Work item
From the entries underneath, give the number of lines holding the word "rows", without any other words.

^^^^^^^^

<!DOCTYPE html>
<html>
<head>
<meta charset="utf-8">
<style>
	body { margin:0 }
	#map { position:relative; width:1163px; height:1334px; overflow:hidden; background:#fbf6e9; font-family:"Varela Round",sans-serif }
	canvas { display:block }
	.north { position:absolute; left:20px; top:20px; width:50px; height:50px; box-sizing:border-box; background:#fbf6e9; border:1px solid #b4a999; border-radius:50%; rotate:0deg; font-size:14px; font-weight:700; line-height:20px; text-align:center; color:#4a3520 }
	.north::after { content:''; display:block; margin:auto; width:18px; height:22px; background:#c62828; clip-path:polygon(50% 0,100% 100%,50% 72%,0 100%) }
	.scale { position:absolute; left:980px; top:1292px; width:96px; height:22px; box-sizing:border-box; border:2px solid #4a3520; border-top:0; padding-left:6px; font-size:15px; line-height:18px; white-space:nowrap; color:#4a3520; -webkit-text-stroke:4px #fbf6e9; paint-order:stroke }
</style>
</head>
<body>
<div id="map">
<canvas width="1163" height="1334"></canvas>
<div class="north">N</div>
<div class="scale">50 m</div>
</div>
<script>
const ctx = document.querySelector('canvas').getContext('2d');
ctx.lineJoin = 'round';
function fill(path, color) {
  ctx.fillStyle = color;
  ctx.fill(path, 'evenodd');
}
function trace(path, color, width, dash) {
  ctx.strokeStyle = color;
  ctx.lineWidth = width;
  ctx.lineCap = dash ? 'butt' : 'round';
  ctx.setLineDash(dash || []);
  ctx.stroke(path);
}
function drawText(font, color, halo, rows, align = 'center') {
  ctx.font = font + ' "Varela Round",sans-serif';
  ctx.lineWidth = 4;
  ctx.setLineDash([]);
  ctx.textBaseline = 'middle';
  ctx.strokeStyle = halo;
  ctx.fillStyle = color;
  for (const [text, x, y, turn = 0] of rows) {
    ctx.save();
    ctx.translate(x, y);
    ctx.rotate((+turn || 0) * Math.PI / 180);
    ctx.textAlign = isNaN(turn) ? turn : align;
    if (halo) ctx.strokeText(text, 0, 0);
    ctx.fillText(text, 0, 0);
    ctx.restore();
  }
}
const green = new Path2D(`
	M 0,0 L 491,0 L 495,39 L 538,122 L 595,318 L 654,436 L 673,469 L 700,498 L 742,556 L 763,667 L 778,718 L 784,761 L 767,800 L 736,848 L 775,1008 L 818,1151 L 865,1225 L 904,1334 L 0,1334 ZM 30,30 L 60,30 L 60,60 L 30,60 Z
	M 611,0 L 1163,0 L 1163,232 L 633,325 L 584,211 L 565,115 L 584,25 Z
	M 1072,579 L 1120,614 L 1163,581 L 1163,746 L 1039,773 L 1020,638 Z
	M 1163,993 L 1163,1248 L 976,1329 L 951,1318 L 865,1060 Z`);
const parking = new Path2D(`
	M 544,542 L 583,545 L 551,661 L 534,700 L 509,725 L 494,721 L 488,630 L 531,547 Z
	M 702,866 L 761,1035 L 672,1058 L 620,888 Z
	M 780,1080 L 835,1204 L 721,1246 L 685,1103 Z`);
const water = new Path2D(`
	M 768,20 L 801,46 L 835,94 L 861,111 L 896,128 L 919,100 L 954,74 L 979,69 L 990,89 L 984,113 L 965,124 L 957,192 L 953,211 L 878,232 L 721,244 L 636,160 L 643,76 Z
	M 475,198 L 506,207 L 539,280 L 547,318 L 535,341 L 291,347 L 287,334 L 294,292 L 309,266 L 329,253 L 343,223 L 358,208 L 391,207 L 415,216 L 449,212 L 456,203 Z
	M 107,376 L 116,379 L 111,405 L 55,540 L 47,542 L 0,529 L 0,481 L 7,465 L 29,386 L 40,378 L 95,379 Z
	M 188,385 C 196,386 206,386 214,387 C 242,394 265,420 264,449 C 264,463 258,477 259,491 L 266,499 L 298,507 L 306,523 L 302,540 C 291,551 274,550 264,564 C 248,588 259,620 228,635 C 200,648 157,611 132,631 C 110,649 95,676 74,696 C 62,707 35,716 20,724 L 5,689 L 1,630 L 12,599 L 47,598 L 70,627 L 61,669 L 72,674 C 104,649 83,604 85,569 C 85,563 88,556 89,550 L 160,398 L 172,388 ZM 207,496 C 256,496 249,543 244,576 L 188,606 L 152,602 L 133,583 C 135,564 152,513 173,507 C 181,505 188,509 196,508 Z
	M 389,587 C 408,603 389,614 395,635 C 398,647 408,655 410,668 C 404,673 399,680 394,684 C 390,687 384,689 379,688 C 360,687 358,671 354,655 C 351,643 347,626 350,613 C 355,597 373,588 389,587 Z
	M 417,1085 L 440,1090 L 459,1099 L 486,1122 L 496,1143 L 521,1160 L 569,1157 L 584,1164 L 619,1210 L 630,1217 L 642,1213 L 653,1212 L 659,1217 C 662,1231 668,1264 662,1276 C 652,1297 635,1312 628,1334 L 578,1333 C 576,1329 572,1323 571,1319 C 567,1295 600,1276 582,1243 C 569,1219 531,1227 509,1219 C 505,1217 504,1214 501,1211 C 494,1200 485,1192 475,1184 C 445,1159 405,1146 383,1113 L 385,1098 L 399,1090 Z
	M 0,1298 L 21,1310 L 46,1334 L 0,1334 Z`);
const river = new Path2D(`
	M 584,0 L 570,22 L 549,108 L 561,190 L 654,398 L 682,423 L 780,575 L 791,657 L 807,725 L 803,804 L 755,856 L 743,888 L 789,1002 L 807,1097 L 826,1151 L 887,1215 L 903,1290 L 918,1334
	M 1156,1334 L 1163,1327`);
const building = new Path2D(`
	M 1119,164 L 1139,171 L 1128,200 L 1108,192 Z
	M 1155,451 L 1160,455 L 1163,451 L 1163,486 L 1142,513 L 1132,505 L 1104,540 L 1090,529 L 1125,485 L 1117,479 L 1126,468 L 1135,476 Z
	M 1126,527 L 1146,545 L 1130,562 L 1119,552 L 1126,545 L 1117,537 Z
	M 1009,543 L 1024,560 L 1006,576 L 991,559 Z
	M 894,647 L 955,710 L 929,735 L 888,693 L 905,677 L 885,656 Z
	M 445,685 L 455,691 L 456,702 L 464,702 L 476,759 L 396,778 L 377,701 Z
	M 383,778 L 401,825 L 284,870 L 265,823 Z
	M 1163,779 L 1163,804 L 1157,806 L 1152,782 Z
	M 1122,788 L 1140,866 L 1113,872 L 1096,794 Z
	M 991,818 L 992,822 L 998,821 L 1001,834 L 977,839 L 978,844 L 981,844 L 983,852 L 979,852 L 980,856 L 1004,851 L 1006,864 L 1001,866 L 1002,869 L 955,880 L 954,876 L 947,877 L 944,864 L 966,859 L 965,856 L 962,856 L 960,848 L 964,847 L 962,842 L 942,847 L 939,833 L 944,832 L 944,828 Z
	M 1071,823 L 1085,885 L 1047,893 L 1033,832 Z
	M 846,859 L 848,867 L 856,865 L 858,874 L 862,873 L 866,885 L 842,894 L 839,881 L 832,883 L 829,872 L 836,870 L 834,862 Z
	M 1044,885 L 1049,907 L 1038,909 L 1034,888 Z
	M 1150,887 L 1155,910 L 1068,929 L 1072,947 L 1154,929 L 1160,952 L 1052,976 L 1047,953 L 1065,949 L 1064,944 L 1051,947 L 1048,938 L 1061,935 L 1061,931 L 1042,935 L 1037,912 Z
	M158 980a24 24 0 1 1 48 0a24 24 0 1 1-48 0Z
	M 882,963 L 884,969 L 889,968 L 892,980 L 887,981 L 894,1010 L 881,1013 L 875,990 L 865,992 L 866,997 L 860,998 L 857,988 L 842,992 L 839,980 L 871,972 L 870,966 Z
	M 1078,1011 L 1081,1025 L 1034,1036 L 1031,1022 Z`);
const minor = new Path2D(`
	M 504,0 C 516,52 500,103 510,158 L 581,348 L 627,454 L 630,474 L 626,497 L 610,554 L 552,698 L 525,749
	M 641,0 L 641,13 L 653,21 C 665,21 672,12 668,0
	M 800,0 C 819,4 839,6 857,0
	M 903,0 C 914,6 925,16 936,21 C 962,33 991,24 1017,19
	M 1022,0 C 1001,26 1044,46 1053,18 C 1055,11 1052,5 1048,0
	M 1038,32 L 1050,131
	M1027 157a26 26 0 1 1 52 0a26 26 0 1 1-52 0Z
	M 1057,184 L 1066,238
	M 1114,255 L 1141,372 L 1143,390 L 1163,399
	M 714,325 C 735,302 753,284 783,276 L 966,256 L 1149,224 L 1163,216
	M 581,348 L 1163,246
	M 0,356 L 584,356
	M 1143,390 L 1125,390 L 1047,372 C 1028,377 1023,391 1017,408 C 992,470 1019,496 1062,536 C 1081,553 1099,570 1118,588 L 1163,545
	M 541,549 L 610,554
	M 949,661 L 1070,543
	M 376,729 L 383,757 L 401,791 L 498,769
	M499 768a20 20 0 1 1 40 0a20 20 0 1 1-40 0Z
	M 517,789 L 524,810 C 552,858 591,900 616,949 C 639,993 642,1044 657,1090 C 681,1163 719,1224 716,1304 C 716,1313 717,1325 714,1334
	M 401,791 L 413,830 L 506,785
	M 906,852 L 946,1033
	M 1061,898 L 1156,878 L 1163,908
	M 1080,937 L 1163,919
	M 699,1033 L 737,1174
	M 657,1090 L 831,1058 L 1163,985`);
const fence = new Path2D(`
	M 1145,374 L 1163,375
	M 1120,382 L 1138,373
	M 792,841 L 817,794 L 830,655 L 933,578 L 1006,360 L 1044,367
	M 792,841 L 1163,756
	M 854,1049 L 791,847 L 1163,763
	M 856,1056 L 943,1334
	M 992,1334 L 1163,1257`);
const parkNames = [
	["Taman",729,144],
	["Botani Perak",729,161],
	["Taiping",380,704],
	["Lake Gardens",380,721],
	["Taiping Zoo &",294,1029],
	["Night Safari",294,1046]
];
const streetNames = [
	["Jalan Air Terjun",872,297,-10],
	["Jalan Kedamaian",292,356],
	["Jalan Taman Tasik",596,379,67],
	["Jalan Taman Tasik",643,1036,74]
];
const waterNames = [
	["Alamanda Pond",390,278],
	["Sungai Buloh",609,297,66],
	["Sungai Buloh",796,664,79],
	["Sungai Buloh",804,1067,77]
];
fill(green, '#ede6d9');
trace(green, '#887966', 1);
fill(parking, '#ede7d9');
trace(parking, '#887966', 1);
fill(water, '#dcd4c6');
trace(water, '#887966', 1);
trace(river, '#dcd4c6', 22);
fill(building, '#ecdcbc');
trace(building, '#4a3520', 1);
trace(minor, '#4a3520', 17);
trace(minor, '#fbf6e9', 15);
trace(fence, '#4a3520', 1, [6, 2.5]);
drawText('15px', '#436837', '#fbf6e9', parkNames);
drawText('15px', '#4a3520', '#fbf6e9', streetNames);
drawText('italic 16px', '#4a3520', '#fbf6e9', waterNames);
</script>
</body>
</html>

^^^^^^^^

Result below
2